About this Recording
8.553247 - RIMSKY-KORSAKOV: Snow Maiden / GLINKA: Overture
English 

Mikhail Ivanovich Glinka (1804 - 1857)
Overture to Ruslan & Ludmilla

Nikolay Andreyevich Rimsky-Korsakov (1844 - 1908)
Snow Maiden (Snegurochka): Suite
The Golden Cockerel (Le coq d'or): Suite
Mlada: Suite
Russian Easter Overture

Glinka, the older of the composers represented in the present Russian festival, was born on his family's estate near Smolensk and brought up at first by his grandmother. His schooling in St. Petersburg brought him into wider contact with Western music and his later career, initially with a government sinecure in the Ministry of Communications, allowed him to pursue a somewhat irregular course of musical activity as a composer and as a drawing-room performer. Travel to Italy and later to Germany gave him an opportunity to broaden his experience still further, and to acquire, through lessons with Siegfried Dehn in Berlin, some technical competence as a composer.

In 1834, on the death of his father, Glinka returned to Russia, already entertaining thoughts of composing really Russian music. By 1836 he had completed an opera that he had at first called Ivan Susanin, later to be known as A Life for the Tsar. The work, based on historical events of 1612, when the Russian Susanin was instrumental in saving the new Romanov Tsar from the Polish army, established Glinka's reputation as the leading Russian composer of the time. Promoted to the position of Kapellmeisterto the Tsar, he proceeded to write a second opera, Ruslan and Ludmilla, based on a poem by Push kin, a Persian fairy-tale in which the heroine, Ludmilla, is abducted by a wicked dwarf, but is finally rescued by her beloved Ruslan. At its first performance in 1842 the work was not well received, but grew in favour as time went on. The brilliant overture remains a popular concert item.
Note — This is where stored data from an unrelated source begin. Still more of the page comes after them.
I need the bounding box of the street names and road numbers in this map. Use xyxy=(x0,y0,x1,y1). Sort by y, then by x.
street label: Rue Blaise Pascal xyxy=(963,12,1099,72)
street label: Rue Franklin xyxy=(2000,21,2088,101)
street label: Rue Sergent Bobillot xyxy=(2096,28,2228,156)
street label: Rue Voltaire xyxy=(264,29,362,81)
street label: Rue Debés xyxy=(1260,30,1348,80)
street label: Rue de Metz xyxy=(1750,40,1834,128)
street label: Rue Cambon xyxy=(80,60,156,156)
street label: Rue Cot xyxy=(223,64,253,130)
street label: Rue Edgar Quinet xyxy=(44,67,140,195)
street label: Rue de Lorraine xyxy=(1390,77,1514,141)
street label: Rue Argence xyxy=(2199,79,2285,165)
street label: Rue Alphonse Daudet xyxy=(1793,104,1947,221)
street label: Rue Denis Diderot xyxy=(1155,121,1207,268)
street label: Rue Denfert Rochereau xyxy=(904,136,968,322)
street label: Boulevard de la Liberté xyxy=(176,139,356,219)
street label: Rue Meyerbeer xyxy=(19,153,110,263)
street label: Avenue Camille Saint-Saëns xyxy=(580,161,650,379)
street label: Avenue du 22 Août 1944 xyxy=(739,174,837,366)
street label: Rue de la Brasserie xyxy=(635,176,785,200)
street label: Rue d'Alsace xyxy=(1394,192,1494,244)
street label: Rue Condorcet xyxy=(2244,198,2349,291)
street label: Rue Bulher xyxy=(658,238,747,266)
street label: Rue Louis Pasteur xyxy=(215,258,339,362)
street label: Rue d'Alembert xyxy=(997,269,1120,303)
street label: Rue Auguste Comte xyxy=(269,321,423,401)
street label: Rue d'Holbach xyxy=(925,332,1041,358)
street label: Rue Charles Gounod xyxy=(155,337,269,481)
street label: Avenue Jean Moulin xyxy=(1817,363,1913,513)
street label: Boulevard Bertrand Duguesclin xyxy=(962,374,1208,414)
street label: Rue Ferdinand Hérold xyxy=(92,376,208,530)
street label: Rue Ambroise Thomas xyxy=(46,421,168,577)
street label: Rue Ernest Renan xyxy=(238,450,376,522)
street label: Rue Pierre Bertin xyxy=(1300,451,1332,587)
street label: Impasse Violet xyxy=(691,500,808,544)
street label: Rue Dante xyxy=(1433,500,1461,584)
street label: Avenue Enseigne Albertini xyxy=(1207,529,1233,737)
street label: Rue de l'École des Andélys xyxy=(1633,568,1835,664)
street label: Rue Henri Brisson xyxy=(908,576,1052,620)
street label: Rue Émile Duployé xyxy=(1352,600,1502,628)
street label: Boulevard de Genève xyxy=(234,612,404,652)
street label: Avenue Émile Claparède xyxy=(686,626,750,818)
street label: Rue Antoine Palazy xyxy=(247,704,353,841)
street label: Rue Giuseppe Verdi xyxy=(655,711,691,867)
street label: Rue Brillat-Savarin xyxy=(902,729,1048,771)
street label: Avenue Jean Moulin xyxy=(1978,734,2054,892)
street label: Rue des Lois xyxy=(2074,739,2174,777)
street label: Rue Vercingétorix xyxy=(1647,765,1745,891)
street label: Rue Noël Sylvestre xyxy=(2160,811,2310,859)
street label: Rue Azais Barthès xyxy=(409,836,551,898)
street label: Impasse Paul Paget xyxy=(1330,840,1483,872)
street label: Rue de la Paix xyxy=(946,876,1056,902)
Nikolay Andreyevich Rimsky-Korsakov originally intended a naval career, following the example of his elder brother. He showed some musical ability even as a very small child, but at the age of fourteen he entered the Naval Cadet College in St. Petersburg in pursuit of a more immediately attractive ambition. The city, in any case, offered musical opportunities. He continued piano lessons, but, more important than this, he was able to enjoy the opera and attend his first concerts.

It was in 1861, the year before he completed his course at the Naval College, that Rimsky-Korsakov met Balakirev, a musician who was to become an important influence on him, as he was on the young army officers Mussorgsky and Cui, who already formed part of his circle. The meeting had a far-reaching effect on Rimsky-Korsakov's career, although in 1862 he set sail as a midshipman on a cruise that was to keep him away from Russia for the next two and a half years.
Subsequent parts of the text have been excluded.